A bit more generically, we can write a deepFind
function that takes an arbitrary predicate and returns a function that tests a tree in a depth-first manner until it finds a matching node, returning undefined
if no match is found.更一般地说,我们可以编写一个
deepFind
function,它采用任意谓词并返回一个 function,它以深度优先的方式测试树,直到找到匹配的节点,如果没有找到匹配则返回undefined
。 (This is JS, after all!) Then we can write findByName
as a function that that takes a target name and passes to deepFind
a function that tests whether a given node's name
matches that target. (毕竟这是 JS!)然后我们可以将
findByName
写成一个 function ,它接受一个目标名称并传递给deepFind
一个 function 来测试给定节点的name
是否与该目标匹配。 It might look like this:它可能看起来像这样:
const deepFind = (pred) => ([head, ...tail]) => head == undefined? undefined: pred (head)? head: deepFind (pred) (head.children) || deepFind (pred) (tail) const findByName = (target) => deepFind (({name}) => name == target) let children = [{name: 'grand 1', children: [{name: 'parent 1.1', children: [{name: 'child 1.1.1', children: []}]}, {name: 'parent 1.2', children: []}]}] console.log ('parent 1.1:', findByName ("parent 1.1") (children)) console.log ('child 1.1.1:', findByName ("child 1.1.1") (children)) console.log ('parent 1.2:', findByName ("parent 1.2") (children))

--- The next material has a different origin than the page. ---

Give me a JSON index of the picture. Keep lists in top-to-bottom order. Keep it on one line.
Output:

.as-console-wrapper {max-height: 100%;important: top: 0}
(Note that I added a parent 1.2
node in the obvious location in the tree to demonstrate searching multiple children of one node.) (请注意,我在树中的明显位置添加了一个
parent 1.2
节点,以演示搜索一个节点的多个子节点。)
This finds the first node in a pre-order traversal of the tree that matches our predicate.这会找到与我们的谓词匹配的树的预序遍历中的第一个节点。 We use the short-circuiting feature of JavaScript's
||
我们使用 JavaScript 的
||
的短路功能operator to stop as soon as we've found a match.运算符在我们找到匹配项后立即停止。

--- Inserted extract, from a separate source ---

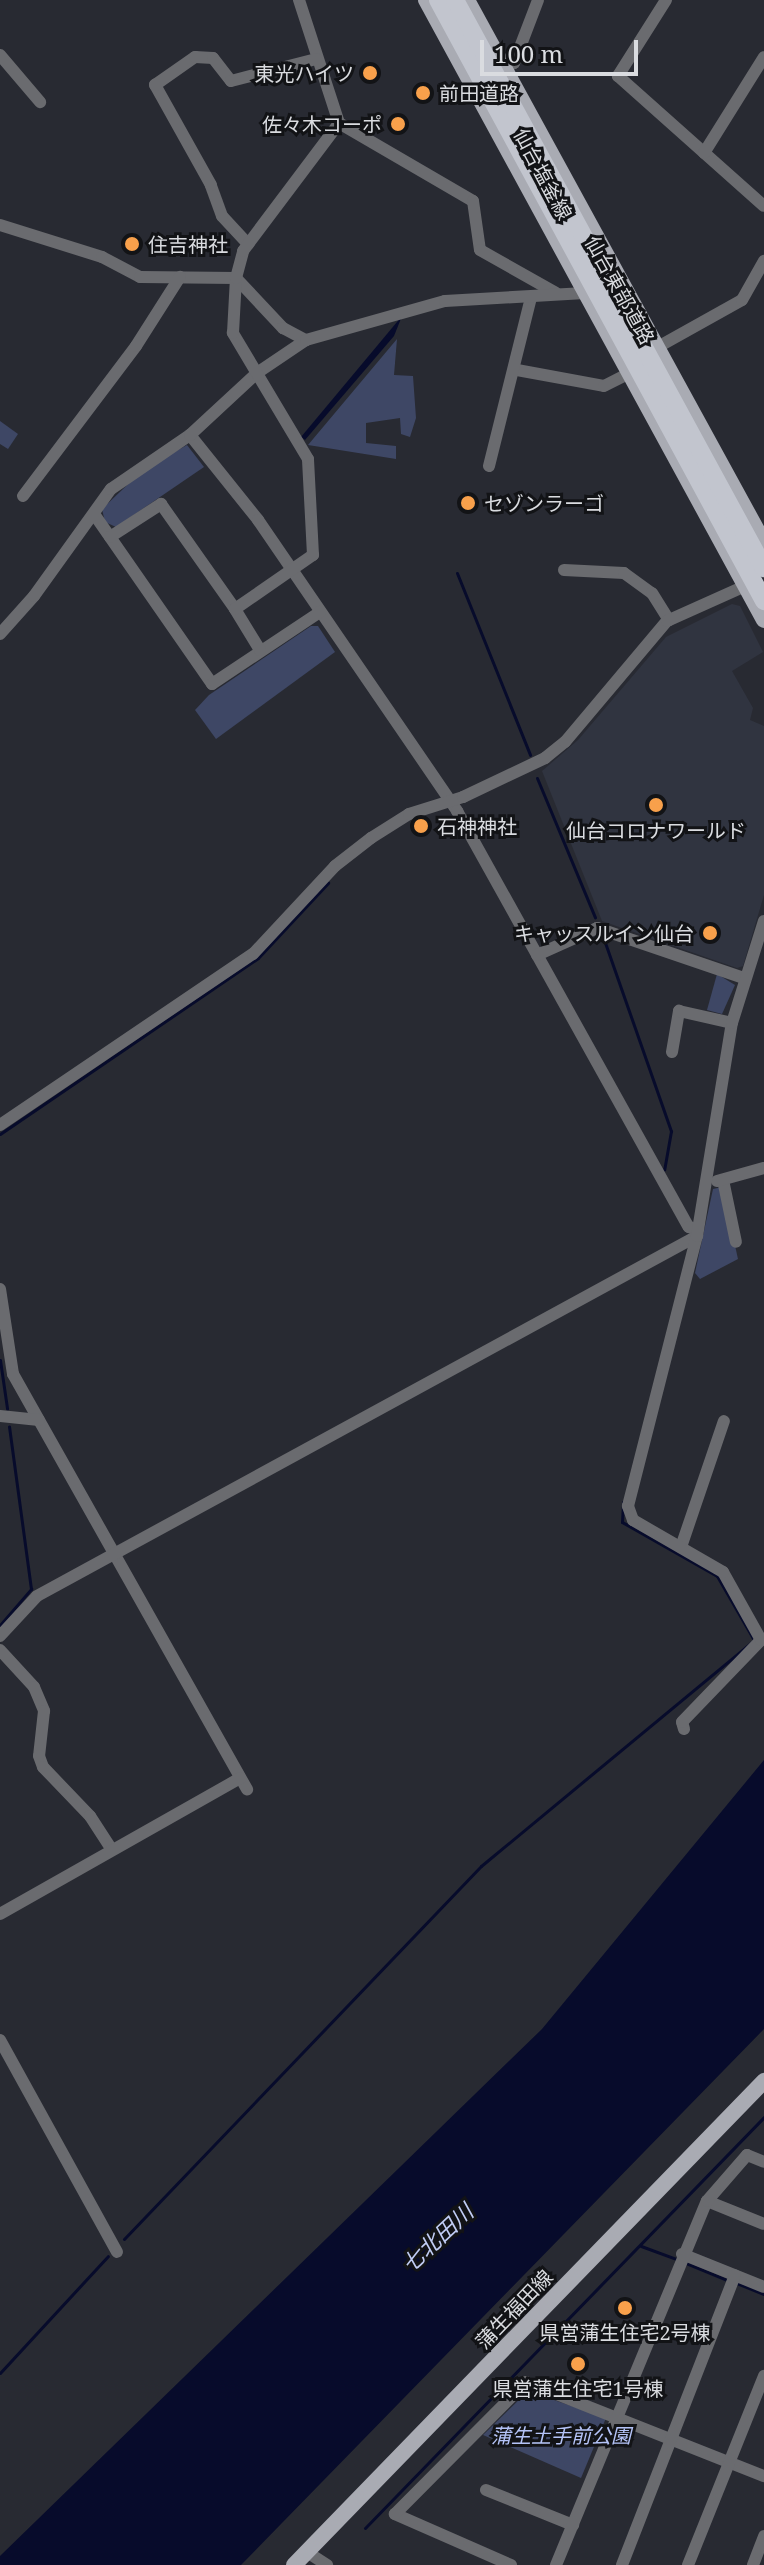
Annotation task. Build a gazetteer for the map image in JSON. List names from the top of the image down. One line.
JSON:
{"streets":{"highway":["仙台東部道路"],"main road":["仙台塩釜線","蒲生福田線"]},"water":["七北田川"],"parks":["蒲生土手前公園"],"places":["東光ハイツ","前田道路","佐々木コーポ","住吉神社","セゾンラーゴ","仙台コロナワールド","石神神社","キャッスルイン仙台","県営蒲生住宅2号棟","県営蒲生住宅1号棟"],"scale_bar":"100 m"}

Ok I figured it out.好的,我想通了。 The trick is to concatenate the two axes:
诀窍是连接两个轴:
function find(name, children) {
let [head, ...tail] = children;
if (head.name === name)
return head;
return find(name, [...head.children, ...tail]);
}
But then I realized it is wasteful to concatenate the arrays when I can just use logical OR (using the null-coalescing operator ):但后来我意识到,当我只能使用逻辑或(使用空合并运算符)时,连接 arrays 是一种浪费:
function find(name, children) {
let [head, ...tail] = children
if (head.name === name) return head
return find(name, head.children) ?? find(name, tail) // no concat!
}
And I also learned that you must always check if the input array is empty, otherwise head
could be undefined!而且我还了解到,您必须始终检查输入数组是否为空,否则
head
可能未定义!
function find(name, children) {
if (children.length == 0) return; // exit early if children is empty
let [head, ...tail] = children;
if (head.name === name) return head;
return find(name, head.children) ?? find(name, tail);
}
One possible way to restore the tail call is to use continuation-passing style:恢复尾调用的一种可能方法是使用连续传递样式:
const identity = x => x
function find(name, children, k = identity) {
if (children.length == 0) return;
let [head, ...tail] = children;
if (head.name === name) return k(head);
return find(name, head.children, result => // tail find
result ?? find(name, tail, k) // tail find
);
}
I also learned that destructuring assignment let [head, ...tail]
creates new tail
arrays - for every node along the way!我还了解到解构赋值
let [head, ...tail]
创建新的tail
arrays - 沿途的每个节点! find
is a sort of read operation on the structure, so it would be wasteful to create single-use data along the way: find
是对结构的一种读取操作,因此在此过程中创建一次性数据会很浪费:
function find(name, children, i = 0) {
if (i >= children.length) return; // exit if i is out of bounds
let head = children[i] // "head" is now a cursor over the array
if (head.name === name) return head;
return find(name, head.children) ?? find(name, children, i + 1);
}
If I want the user to prevent accidentally passing initial i
argument, I can wrap in an outer function. And I could add the CPS technique for tail call, if needed.如果我希望用户防止意外传递初始
i
参数,我可以在外部包装 function。如果需要,我可以为尾调用添加 CPS 技术。
You need to use recursion:您需要使用递归:
const data = [{ name: 'grand 1', children: [{ name: 'parent 1.1', children: [{ name: 'child 1.1.1', children: [] }, // more... ], }, // more... ], }, // more... ]; const find = (name, children) => { for (const child of children) { // if the chidren's name corresopnds to the one provided, return it if (child.name === name) return child // here is the recursion const e = find(name, child.children) // if we found it on the child, we return the one found, else we keep going if (e) return e } // if none of the children or grand-children... found, return null return null } console.log(find('parent 1.1', data))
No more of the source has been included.